Dim Sum at Lunasia (Los Angeles, Winter 2014/2015)

Macao Egg Custard
My very slow slow-motion survey of the major dim sum houses in the San Gabriel valley continues with this rather excessive meal at Lunasia—which was also eaten on our trip to Los Angeles in late December/early January.

Lunasia, depending on who you ask, is currently in the third or fourth position in the SGV’s dim sum hierarchy (Sea Harbour and Elite are uncontroversially above it and some would add King Hua as well). It is located in the same space in Alhambra that once housed Triumphal Palace, and like its predecessor (and the aforementioned contemporary luminaries) it offers dim sum not from carts but from an a la carte menu. When I first started eating dim sum in L.A (back in the mid-late 90s) the chaos of the carts was a large part of the attraction but the difference in quality between food that’s rolling around a large restaurant in carts and food coming straight from the kitchen to the table as it is ready is very hard to deny.

There were eight of us at this meal, which allowed us to both get a reservation and skip a wait that was 1.5 hours when we arrived at 11 on a Saturday and to order a very wide range of what’s on offer. There were the two of us and our boys and Sku and Mrs. Sku and their kids (the children were all pretty game, though some more than others).
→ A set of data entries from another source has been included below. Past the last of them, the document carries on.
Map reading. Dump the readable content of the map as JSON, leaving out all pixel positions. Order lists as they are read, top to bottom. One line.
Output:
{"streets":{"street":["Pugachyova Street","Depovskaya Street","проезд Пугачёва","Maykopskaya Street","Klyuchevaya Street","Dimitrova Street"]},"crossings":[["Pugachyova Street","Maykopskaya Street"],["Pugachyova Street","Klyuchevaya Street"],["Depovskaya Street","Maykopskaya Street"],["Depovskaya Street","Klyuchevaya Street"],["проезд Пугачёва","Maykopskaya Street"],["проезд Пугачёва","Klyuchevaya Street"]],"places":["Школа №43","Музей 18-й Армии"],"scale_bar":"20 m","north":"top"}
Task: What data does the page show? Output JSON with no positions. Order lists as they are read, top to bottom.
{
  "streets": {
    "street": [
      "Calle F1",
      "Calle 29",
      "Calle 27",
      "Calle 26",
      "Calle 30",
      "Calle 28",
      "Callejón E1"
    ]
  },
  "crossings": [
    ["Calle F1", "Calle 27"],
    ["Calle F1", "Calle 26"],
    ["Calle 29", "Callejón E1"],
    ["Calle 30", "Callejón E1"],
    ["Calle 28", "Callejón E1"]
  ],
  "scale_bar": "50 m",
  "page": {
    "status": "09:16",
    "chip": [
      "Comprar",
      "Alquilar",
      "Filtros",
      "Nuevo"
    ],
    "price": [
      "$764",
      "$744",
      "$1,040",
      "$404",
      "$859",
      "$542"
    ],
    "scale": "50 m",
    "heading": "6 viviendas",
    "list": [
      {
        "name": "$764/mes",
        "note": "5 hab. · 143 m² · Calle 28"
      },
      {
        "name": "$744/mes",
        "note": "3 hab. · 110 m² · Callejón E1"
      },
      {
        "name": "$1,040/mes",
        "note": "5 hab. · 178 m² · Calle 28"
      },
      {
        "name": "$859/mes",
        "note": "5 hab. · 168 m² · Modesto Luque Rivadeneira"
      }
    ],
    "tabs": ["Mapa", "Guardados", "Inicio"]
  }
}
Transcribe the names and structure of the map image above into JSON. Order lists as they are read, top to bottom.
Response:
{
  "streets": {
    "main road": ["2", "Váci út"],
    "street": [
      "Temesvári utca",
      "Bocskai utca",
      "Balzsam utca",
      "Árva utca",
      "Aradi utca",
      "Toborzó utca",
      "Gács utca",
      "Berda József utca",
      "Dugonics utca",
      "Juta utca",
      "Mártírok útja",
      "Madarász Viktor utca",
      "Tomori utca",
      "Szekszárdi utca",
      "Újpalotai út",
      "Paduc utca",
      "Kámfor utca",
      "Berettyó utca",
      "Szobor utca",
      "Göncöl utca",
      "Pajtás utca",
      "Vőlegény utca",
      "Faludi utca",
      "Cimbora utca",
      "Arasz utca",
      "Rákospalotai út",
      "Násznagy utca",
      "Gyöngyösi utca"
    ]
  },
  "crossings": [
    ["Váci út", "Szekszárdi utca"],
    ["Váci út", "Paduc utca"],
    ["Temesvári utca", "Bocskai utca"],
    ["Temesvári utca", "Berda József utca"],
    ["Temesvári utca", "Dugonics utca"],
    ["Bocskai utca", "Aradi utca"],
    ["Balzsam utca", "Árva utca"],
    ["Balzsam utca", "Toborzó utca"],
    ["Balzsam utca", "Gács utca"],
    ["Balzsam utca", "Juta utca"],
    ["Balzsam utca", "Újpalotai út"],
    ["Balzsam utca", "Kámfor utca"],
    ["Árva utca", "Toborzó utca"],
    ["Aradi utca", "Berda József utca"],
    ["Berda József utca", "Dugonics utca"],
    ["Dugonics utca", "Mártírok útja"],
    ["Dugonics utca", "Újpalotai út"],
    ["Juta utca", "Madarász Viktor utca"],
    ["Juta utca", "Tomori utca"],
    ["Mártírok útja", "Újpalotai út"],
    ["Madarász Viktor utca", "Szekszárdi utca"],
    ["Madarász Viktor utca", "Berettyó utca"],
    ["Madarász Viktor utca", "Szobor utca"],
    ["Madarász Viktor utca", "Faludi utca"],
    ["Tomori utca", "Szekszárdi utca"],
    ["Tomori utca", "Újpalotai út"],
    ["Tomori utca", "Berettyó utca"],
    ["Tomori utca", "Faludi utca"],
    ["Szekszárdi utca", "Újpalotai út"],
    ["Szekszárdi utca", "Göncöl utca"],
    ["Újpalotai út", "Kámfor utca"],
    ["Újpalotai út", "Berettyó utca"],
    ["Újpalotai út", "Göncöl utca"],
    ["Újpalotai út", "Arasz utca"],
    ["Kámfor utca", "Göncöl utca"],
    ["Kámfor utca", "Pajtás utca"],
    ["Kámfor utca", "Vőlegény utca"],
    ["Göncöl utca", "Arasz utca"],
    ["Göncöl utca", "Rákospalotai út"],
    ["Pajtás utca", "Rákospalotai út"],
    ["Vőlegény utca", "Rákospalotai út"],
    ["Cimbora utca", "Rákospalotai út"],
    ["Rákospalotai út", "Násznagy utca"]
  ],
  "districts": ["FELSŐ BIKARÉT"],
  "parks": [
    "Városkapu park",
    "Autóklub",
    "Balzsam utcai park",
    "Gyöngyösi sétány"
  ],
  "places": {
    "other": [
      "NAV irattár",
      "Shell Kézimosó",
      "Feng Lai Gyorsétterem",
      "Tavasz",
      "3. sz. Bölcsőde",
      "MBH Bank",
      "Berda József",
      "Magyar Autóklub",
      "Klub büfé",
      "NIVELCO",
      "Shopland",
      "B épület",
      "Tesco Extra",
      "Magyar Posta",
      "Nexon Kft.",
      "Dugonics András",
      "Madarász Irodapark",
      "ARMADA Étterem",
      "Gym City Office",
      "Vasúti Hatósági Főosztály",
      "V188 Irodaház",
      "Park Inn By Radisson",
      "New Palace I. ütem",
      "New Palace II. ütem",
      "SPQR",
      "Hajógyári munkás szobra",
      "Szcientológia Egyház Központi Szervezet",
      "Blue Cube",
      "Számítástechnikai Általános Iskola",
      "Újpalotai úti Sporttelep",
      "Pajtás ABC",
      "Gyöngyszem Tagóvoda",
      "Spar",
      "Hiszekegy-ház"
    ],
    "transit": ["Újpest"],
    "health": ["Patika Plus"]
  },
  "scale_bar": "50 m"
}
Click on an image below to launch a slideshow with more detailed captions.

This came to roughly about $25/head. That might seem a lot but we ordered enough for at least another two hearty eaters—so really about $20/head. But even at $25/head this is an incredible value. I thought this was a far superior to our last King Hua outing and only a hair below Sea Harbour and Elite at their best (mostly palpable in the dumpling skins). I didn’t taste everything but nothing I did disappointed. I’ve read some complaints about service here but I didn’t find it to be any more or less functional than at any of other top places in the SGV—even without the carts no one is going to dim sum for a relaxed meal or solicitous service.

I would recommend it highly. And what I wouldn’t give to have a place even 2/3 as good in the Twin Cities (and, really, people, there’s no comparing the Twin Cities options to anything in the top two or three tiers in the SGV—this is not an insult, just reality). On our next trip (this summer) we’ll be checking out the newer China Red and Shi Hai (no relation, I think, to the Taiwanese breakfast institution). Lunasia is usually clubbed in with those two in the second tier and if they’re truly as good then we’ll be happy.